[Saved data entries]
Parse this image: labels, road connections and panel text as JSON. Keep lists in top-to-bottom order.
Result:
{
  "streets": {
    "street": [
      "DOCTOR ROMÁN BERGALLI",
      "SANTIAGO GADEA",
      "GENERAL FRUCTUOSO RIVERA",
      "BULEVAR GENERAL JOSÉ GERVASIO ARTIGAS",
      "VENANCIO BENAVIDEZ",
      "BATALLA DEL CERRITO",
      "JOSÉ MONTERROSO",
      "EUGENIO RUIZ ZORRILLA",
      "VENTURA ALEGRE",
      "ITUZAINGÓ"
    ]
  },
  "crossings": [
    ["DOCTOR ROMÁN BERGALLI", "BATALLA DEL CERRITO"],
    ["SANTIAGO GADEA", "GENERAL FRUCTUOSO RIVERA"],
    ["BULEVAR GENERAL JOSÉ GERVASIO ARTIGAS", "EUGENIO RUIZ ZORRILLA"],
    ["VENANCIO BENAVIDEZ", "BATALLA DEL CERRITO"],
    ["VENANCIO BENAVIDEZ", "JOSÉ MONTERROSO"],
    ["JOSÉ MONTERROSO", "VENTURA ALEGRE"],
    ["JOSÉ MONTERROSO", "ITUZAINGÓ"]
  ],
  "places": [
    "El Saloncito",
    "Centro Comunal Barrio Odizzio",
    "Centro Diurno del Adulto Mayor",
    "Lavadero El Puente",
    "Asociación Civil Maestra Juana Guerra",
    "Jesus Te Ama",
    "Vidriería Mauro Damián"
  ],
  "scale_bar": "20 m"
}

◆ **Exercise goal**:
For every line above that has "ROMÁN" in it, copy the line.

◆ **Completed exercise**:
      "DOCTOR ROMÁN BERGALLI",
    ["DOCTOR ROMÁN BERGALLI", "BATALLA DEL CERRITO"],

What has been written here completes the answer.